I once knew a woman who told me she took away her son's cell phone to punish him -- and then ended up having to buy a new one because she couldn't remember where she hid it. I thought it odd at the time; after all, how could you possibly misplace something as valuable and important as a phone?
Until I did it myself. I lost my cell phone and didn't find it until... Well, it's kind of embarrassing, humiliating and all those other words I need a thesaurus to find, so before I own up to this gaffe, I'd like to talk about the obvious -- the way our memory changes as we get older.
There's something we start to lose with age (and it's not weight, dammit) -- it's brain matter.
I first noticed the serious and disturbing nature of this situation when I returned to school for a Master's degree about a month shy of my 50th birthday. Classes were held twice a week. I thought the hard part was behind me after I completed the lengthy application and was accepted into the program. I loved learning, so schoolwork seemed entirely manageable, even welcome after so many years of being removed from the classroom.
And now that my children were in high school, they could pretty much fend for themselves, with one caveat -- I'd allow them to get fast food on the nights I had schoolwork. Trouble was, the twice-a-week classes were rounded out with so much work due for the following week that every night I had schoolwork. I was none too pleased with their diets of greasy, fat-laden awful food (they were thrilled, to say the least). But I digress.

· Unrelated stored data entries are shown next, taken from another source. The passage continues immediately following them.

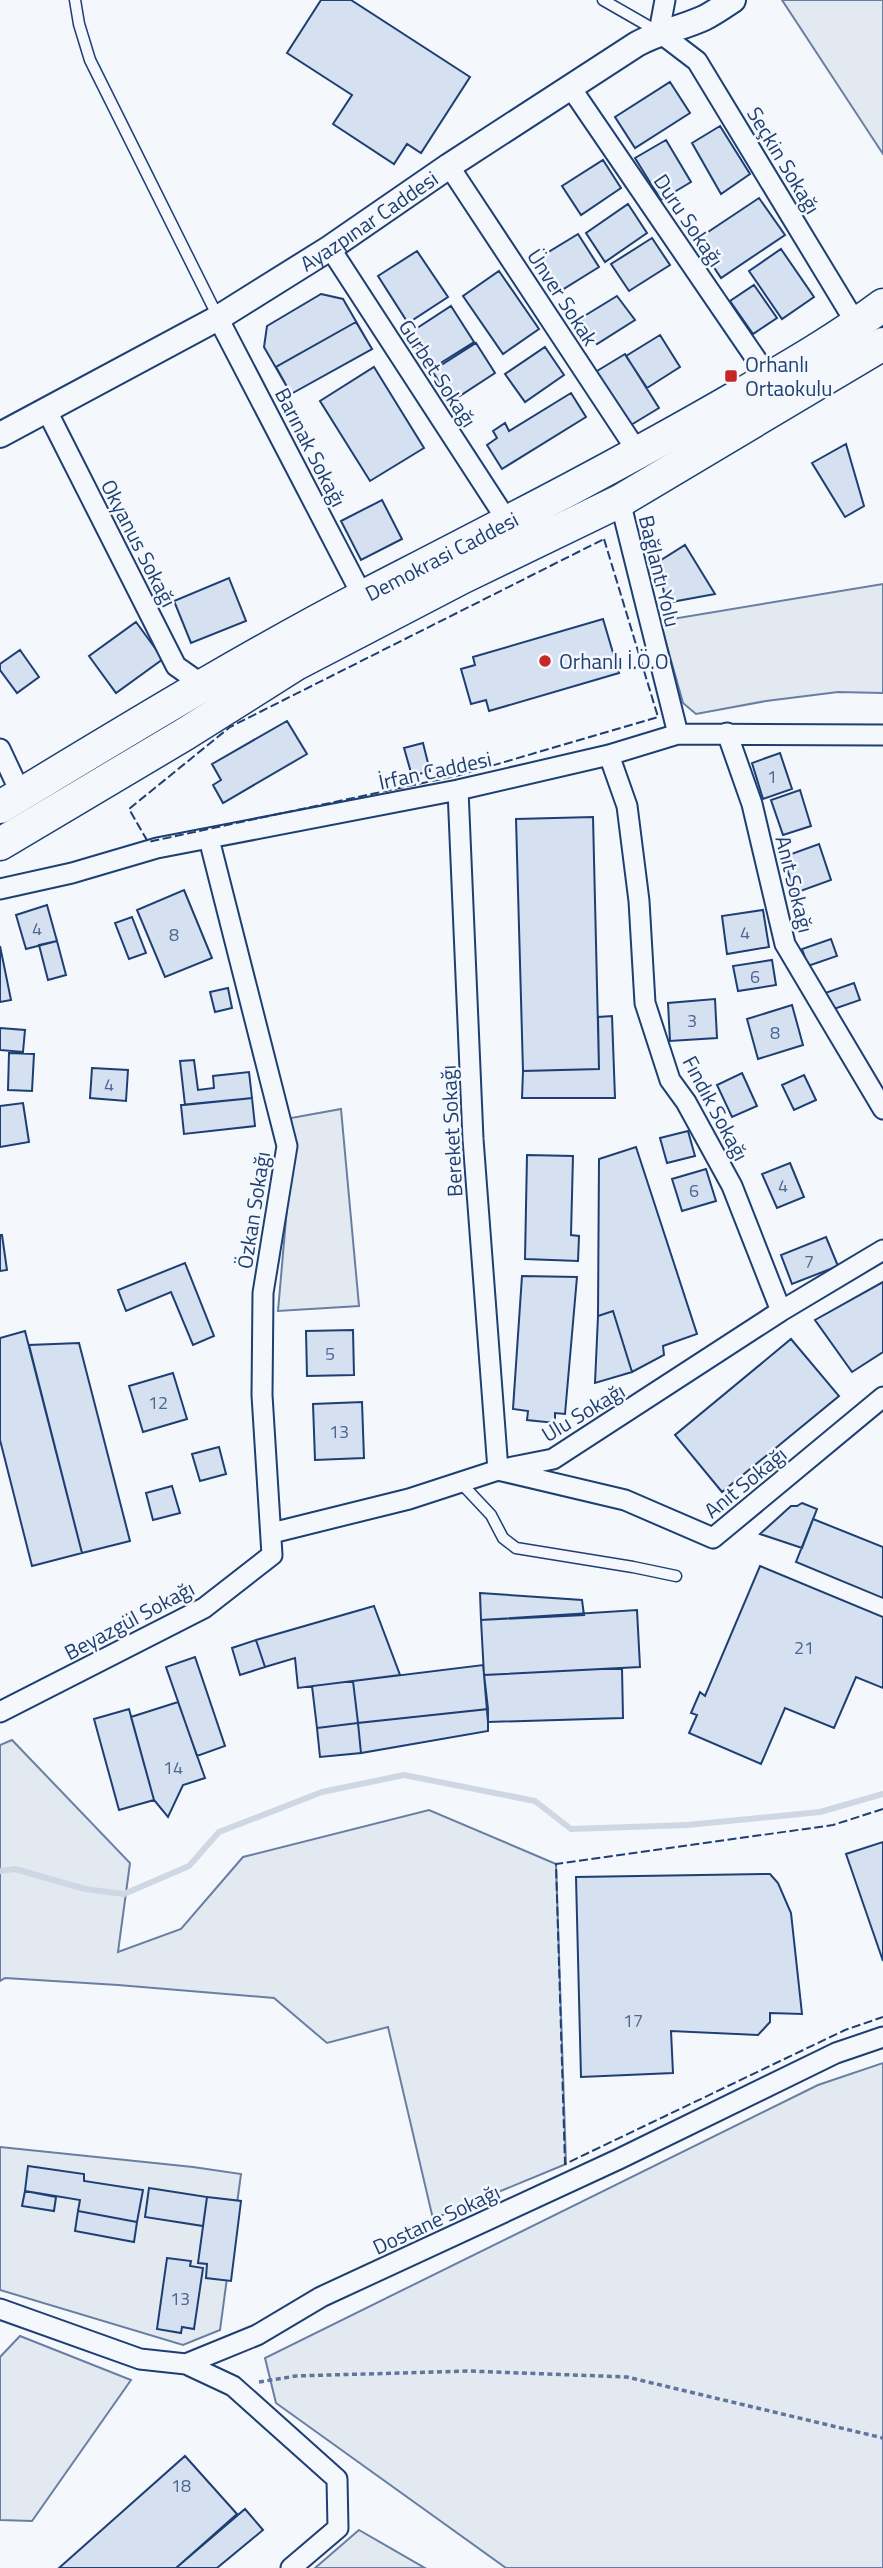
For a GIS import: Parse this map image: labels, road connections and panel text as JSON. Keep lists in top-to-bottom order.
{
  "streets": {
    "main road": ["Demokrasi Caddesi"],
    "street": [
      "Seçkin Sokağı",
      "Ayazpınar Caddesi",
      "Duru Sokağı",
      "Ünver Sokak",
      "Gurbet Sokağı",
      "Barınak Sokağı",
      "Okyanus Sokağı",
      "Bağlantı Yolu",
      "İrfan Caddesi",
      "Anıt Sokağı",
      "Fındık Sokağı",
      "Bereket Sokağı",
      "Özkan Sokağı",
      "Ulu Sokağı",
      "Beyazgül Sokağı",
      "Dostane Sokağı"
    ]
  },
  "crossings": [
    ["Seçkin Sokağı", "Ayazpınar Caddesi"],
    ["Seçkin Sokağı", "Demokrasi Caddesi"],
    ["Ayazpınar Caddesi", "Duru Sokağı"],
    ["Ayazpınar Caddesi", "Ünver Sokak"],
    ["Ayazpınar Caddesi", "Gurbet Sokağı"],
    ["Ayazpınar Caddesi", "Barınak Sokağı"],
    ["Ayazpınar Caddesi", "Okyanus Sokağı"],
    ["Duru Sokağı", "Demokrasi Caddesi"],
    ["Ünver Sokak", "Demokrasi Caddesi"],
    ["Gurbet Sokağı", "Demokrasi Caddesi"],
    ["Barınak Sokağı", "Demokrasi Caddesi"],
    ["Okyanus Sokağı", "Demokrasi Caddesi"],
    ["Demokrasi Caddesi", "Bağlantı Yolu"],
    ["Bağlantı Yolu", "İrfan Caddesi"],
    ["İrfan Caddesi", "Anıt Sokağı"],
    ["İrfan Caddesi", "Fındık Sokağı"],
    ["İrfan Caddesi", "Bereket Sokağı"],
    ["İrfan Caddesi", "Özkan Sokağı"],
    ["Anıt Sokağı", "Bereket Sokağı"],
    ["Anıt Sokağı", "Ulu Sokağı"],
    ["Fındık Sokağı", "Ulu Sokağı"],
    ["Bereket Sokağı", "Ulu Sokağı"],
    ["Özkan Sokağı", "Ulu Sokağı"],
    ["Özkan Sokağı", "Beyazgül Sokağı"]
  ],
  "places": {
    "transit": ["Orhanlı Ortaokulu"],
    "other": ["Orhanlı İ.Ö.O"]
  },
  "house_numbers": [
    "1",
    "4",
    "4",
    "8",
    "6",
    "3",
    "8",
    "4",
    "4",
    "6",
    "7",
    "5",
    "12",
    "13",
    "21",
    "14",
    "17",
    "13",
    "18"
  ]
}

After so many years of not doing any really serious reading -- the kind that I had to analyze, dissect and actually remember for more than a few days after I digested the last word -- I had forgotten (oh no, here it was -- the first sign of memory loss) just how much work college could be. I faced an inordinate amount of work for each of my two classes; in addition to books to read there were papers to write and others to critique in-between. So, in my quest to be teacher's pet (not really -- I was way too old for that -- all I really wanted was to come to class prepared) I set out to divide up the pages of reading so that each day, I would read part of the assignment and by the time the new class rolled around, I'd have it all finished.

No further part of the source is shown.